*** Opening of RECORDS ***

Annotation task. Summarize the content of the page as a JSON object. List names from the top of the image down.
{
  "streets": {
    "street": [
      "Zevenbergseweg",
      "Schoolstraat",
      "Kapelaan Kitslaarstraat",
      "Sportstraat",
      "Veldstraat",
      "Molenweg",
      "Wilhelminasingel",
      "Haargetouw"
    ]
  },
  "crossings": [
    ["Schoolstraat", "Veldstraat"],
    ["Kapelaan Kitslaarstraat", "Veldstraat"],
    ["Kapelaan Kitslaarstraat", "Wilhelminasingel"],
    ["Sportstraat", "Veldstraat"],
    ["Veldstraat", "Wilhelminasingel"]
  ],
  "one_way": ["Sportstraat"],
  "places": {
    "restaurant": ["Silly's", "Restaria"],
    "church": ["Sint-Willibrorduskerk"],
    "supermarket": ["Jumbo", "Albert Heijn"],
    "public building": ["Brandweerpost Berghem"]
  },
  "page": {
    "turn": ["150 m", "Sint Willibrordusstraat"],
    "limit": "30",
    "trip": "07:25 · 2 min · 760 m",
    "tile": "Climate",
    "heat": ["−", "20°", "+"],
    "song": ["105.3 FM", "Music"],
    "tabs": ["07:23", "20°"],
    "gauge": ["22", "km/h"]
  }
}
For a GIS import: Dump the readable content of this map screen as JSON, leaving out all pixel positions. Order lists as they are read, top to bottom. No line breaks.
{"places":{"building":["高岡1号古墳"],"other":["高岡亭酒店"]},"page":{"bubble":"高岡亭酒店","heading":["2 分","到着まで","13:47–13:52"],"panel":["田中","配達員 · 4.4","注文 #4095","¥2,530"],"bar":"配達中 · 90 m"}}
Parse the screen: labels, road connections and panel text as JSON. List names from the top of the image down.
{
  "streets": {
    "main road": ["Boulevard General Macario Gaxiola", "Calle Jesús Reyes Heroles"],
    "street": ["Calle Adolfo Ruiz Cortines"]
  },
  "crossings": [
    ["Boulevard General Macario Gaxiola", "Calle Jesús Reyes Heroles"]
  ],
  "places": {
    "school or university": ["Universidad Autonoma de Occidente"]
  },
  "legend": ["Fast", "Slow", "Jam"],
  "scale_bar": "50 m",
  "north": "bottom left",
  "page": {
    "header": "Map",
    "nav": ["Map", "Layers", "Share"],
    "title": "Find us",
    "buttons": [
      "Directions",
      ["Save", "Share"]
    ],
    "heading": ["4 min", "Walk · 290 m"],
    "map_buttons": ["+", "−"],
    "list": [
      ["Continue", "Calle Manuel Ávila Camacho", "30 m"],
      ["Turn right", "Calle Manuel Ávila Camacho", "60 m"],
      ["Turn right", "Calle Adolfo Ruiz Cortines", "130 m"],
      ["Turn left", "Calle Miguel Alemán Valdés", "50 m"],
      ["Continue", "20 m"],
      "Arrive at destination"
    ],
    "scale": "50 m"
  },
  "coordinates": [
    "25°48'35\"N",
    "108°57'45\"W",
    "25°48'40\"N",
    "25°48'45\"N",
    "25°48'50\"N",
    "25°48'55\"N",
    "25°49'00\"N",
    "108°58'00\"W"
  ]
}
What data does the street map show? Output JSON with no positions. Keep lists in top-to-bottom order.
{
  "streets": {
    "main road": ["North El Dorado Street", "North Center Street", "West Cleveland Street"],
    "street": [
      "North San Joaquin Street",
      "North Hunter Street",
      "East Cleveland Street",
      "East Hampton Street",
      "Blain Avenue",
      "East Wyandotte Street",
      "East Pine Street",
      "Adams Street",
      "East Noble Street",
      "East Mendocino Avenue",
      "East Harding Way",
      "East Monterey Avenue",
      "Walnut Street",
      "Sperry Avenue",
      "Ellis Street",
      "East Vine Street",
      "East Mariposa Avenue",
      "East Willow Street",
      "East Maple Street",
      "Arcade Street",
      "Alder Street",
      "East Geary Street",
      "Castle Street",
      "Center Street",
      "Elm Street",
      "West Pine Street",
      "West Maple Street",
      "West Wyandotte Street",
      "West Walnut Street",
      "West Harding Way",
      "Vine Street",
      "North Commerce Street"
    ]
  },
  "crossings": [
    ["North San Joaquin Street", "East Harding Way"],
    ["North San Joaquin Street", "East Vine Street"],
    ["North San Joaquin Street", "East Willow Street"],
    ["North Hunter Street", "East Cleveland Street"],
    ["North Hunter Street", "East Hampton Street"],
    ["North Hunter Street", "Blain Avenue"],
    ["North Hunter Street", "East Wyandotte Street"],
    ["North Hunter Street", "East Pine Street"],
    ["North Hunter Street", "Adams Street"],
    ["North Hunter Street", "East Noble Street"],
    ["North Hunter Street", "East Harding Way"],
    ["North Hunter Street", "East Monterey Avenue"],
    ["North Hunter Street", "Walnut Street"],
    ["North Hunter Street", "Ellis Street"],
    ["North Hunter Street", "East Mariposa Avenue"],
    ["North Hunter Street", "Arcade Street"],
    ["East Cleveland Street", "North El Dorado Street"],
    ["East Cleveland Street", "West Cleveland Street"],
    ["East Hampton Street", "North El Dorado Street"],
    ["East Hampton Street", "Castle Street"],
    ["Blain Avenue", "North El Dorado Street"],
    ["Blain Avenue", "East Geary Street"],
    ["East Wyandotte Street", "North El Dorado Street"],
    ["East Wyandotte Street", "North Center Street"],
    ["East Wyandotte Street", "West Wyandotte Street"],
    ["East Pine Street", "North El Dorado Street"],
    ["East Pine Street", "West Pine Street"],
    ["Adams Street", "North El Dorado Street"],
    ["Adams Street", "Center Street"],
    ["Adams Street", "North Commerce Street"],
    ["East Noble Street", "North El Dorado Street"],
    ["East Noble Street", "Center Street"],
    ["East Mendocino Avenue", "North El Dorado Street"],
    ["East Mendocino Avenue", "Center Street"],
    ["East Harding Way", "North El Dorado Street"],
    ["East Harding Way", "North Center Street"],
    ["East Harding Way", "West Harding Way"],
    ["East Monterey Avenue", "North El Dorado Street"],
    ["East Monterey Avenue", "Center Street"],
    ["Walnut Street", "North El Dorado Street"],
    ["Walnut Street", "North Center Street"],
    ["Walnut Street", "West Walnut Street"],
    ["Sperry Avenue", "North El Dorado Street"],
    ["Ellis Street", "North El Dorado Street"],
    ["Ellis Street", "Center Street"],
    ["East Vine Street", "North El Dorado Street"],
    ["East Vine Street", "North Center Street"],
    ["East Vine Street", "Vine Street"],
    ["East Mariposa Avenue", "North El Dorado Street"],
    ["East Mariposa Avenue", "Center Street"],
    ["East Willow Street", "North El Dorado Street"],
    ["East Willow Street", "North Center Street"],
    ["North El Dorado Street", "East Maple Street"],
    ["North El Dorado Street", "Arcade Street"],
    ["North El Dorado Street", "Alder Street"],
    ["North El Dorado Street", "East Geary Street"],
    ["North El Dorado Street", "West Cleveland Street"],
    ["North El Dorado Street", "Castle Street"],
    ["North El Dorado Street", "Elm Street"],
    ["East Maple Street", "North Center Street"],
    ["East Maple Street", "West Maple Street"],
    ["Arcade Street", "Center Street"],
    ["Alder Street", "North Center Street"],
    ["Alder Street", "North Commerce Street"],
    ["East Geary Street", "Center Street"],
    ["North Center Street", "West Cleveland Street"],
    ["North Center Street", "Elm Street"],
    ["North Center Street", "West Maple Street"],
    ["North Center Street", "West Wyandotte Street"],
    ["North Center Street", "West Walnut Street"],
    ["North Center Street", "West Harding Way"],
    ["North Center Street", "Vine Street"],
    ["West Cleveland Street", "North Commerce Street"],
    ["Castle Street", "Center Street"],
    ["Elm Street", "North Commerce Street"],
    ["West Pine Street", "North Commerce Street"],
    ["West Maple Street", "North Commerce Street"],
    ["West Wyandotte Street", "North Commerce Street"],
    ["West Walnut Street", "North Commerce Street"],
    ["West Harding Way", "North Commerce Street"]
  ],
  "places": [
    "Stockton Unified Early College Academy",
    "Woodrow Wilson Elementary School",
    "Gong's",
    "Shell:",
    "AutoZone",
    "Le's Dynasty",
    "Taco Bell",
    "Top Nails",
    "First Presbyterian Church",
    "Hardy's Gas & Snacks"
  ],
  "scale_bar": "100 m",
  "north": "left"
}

*** Close of RECORDS ***

§ **PROBLEM STATEMENT**
Track down all lines above with the string "from" and copy them.

§ **RESULT**
Annotation task. Summarize the content of the page as a JSON object. List names from the top of the image down.
Parse the screen: labels, road connections and panel text as JSON. List names from the top of the image down.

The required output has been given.